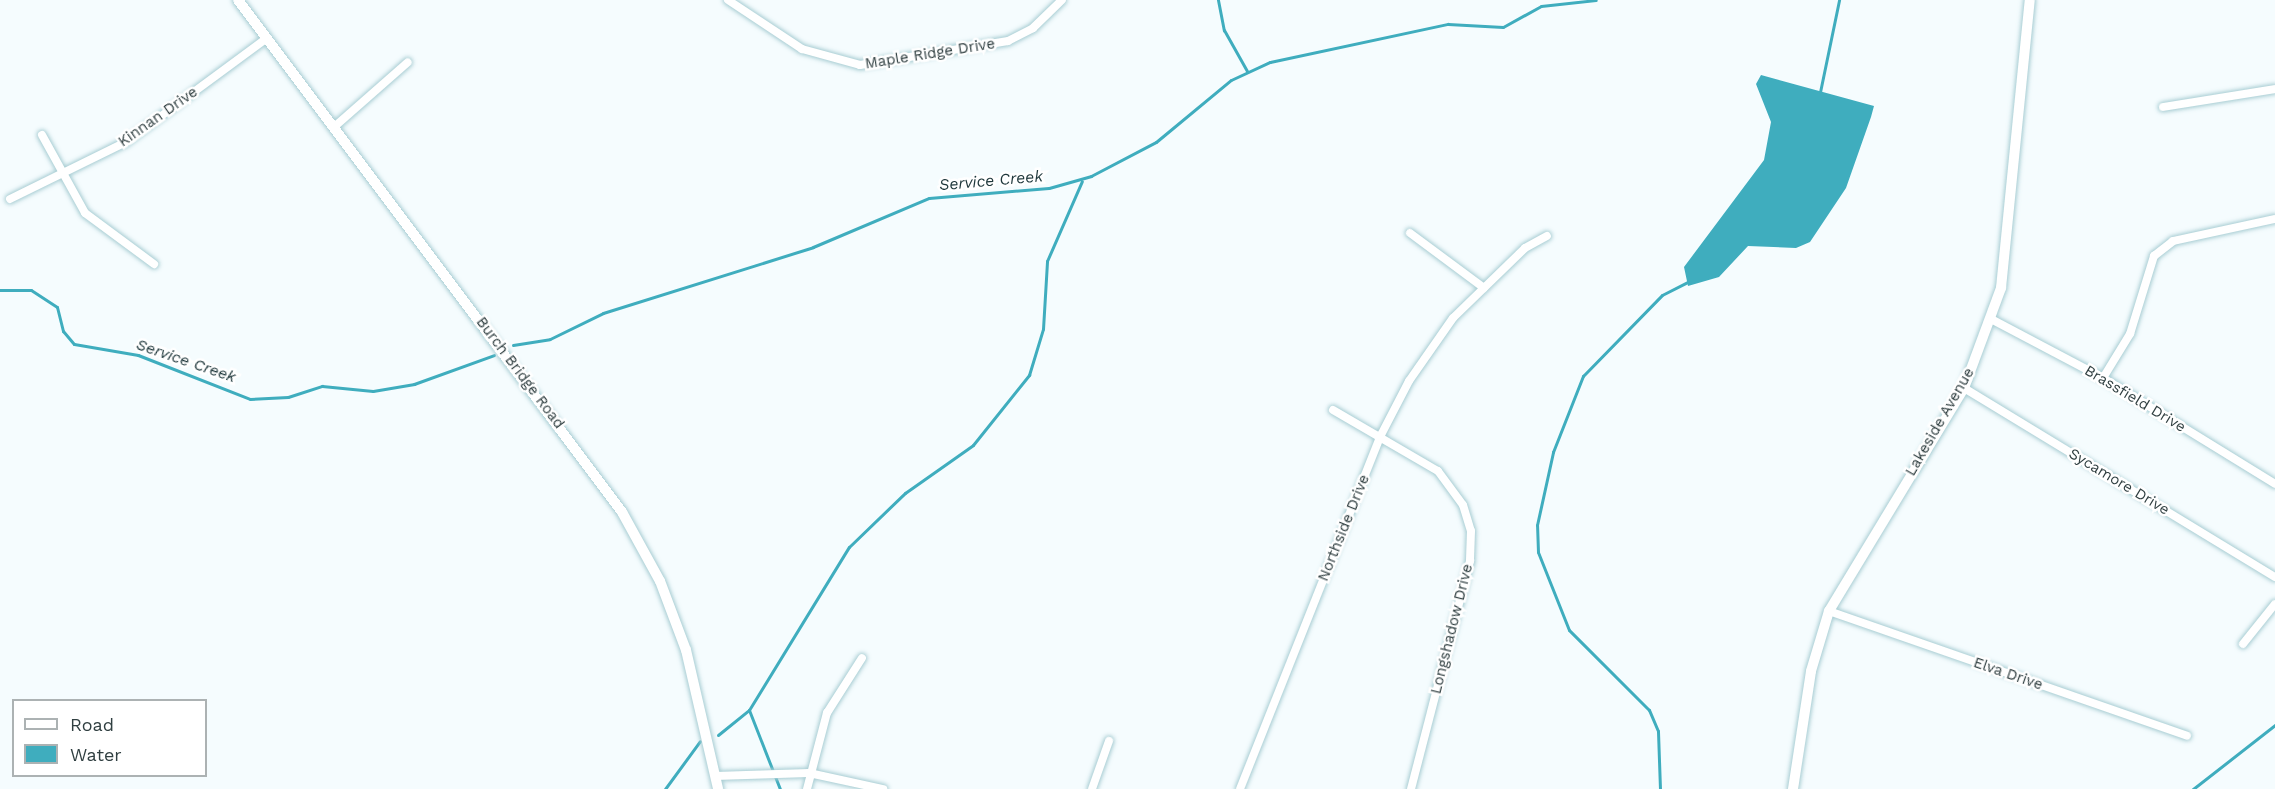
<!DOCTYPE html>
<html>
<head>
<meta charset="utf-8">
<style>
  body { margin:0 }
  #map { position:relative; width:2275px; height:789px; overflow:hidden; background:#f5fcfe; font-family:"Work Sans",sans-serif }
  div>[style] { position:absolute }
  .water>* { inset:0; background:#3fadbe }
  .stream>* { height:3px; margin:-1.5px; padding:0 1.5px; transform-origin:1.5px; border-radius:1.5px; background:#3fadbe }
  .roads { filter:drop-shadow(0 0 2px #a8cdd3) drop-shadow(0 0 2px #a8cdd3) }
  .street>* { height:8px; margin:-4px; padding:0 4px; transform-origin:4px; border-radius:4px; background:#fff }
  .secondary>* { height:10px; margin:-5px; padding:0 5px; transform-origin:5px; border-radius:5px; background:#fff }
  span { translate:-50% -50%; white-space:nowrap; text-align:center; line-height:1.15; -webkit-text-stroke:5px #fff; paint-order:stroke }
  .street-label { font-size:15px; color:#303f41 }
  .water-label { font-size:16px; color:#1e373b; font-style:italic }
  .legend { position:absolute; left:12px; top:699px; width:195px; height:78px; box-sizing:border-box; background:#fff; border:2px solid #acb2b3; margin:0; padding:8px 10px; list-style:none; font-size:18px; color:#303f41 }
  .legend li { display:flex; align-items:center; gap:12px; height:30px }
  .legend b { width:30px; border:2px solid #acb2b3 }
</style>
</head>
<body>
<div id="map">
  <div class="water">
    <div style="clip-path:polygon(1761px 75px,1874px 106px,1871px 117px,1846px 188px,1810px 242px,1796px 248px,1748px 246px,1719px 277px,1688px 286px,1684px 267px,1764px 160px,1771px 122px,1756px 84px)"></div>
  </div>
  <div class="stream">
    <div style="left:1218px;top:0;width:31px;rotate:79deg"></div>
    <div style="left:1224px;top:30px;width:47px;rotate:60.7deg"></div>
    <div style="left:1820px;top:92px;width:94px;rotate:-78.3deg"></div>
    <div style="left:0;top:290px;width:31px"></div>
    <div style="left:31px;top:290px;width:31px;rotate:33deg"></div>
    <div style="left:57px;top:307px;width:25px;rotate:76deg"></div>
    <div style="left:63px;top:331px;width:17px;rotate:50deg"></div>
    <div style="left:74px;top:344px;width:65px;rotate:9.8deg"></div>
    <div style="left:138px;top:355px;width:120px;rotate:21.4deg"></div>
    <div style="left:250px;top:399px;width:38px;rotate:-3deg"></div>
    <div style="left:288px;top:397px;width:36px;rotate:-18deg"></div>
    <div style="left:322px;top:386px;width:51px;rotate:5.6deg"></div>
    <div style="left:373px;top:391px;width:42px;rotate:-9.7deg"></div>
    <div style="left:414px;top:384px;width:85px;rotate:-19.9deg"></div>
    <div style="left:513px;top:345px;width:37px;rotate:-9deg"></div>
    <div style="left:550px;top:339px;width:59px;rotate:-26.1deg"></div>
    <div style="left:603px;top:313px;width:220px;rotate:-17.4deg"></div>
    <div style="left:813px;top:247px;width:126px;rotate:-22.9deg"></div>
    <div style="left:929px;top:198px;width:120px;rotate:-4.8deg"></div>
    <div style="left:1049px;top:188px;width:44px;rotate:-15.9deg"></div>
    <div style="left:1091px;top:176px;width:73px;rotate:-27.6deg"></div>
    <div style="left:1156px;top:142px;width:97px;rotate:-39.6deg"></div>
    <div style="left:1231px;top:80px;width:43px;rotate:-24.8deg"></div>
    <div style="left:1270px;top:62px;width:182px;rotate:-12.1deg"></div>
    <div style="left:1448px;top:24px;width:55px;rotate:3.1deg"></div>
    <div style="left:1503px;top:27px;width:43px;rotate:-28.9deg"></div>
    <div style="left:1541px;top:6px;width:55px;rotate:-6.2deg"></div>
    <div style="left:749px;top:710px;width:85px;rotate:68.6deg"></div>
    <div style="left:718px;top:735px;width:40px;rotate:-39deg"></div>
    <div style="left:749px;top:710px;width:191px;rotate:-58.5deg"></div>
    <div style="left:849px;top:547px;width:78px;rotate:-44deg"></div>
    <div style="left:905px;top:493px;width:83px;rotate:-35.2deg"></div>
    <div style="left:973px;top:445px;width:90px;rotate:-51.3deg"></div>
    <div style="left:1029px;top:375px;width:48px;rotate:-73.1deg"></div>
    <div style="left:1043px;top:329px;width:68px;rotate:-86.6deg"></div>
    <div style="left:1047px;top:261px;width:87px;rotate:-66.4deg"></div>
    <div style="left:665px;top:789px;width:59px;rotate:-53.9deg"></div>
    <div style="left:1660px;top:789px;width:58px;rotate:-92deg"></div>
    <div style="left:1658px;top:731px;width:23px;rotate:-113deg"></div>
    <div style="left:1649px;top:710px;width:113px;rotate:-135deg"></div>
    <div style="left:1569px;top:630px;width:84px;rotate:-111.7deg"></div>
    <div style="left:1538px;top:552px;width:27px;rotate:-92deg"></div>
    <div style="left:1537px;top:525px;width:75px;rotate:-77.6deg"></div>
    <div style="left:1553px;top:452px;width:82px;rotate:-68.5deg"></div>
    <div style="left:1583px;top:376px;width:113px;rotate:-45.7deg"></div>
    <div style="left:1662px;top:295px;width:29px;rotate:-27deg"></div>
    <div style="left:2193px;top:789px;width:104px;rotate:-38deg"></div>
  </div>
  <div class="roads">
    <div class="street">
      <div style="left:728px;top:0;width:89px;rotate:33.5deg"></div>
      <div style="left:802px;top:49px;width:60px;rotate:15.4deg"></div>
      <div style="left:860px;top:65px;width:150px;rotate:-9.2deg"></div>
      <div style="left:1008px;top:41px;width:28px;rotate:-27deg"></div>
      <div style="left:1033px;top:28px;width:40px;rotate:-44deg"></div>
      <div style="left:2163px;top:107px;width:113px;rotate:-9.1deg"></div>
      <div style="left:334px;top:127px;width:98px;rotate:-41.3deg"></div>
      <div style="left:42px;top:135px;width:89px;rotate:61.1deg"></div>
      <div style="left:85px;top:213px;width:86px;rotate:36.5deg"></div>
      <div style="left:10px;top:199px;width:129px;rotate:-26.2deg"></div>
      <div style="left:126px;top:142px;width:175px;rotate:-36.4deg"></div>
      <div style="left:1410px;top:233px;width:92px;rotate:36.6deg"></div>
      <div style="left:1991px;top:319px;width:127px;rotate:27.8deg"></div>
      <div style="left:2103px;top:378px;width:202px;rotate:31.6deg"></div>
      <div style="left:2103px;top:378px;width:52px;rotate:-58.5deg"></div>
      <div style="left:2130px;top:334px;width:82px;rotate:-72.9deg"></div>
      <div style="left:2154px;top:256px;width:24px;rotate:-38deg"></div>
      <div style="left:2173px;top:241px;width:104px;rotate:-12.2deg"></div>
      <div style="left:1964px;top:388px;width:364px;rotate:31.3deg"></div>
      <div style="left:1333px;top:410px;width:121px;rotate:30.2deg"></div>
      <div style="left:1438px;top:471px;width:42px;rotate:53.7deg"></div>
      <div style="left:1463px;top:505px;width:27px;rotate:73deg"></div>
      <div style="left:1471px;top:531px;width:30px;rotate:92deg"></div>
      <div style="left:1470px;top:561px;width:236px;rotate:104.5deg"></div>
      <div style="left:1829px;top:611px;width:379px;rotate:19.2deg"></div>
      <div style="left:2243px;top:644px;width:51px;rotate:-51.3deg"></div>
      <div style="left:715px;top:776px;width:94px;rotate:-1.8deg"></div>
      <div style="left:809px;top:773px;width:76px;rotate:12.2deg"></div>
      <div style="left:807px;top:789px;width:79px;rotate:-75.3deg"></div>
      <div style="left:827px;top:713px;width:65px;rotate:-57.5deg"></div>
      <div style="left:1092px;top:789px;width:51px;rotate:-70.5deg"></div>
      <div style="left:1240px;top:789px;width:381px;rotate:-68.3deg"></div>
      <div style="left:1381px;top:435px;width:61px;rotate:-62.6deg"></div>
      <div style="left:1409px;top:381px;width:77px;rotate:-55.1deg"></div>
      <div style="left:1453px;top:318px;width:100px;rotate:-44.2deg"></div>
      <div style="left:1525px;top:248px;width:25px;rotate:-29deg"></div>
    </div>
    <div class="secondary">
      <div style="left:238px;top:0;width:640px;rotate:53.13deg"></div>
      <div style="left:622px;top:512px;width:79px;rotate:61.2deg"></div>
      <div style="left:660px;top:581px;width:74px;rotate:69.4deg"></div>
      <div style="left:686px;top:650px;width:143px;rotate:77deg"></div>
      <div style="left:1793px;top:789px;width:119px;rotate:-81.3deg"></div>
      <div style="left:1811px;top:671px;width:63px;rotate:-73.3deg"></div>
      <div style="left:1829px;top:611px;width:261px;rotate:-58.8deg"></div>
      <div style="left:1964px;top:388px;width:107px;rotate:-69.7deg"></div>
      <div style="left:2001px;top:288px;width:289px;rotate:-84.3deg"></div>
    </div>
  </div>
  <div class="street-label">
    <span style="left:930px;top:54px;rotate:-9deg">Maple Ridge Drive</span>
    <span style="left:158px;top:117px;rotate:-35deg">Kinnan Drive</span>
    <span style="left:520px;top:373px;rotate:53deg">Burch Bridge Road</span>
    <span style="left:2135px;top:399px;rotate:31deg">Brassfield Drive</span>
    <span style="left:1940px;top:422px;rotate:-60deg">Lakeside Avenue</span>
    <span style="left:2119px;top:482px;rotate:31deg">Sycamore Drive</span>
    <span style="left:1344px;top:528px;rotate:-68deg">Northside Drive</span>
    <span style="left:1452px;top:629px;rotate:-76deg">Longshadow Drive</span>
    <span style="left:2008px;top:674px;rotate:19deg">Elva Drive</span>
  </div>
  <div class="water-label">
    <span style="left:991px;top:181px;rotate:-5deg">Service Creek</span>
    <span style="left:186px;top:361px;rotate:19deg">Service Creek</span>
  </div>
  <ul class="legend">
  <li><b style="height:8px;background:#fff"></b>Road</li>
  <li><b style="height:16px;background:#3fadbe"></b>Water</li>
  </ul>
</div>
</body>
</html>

* **Exercise directions**: Filter the entries above and keep only the lines with the word "stream".

* **Task response**:
  .stream>* { height:3px; margin:-1.5px; padding:0 1.5px; transform-origin:1.5px; border-radius:1.5px; background:#3fadbe }
  <div class="stream">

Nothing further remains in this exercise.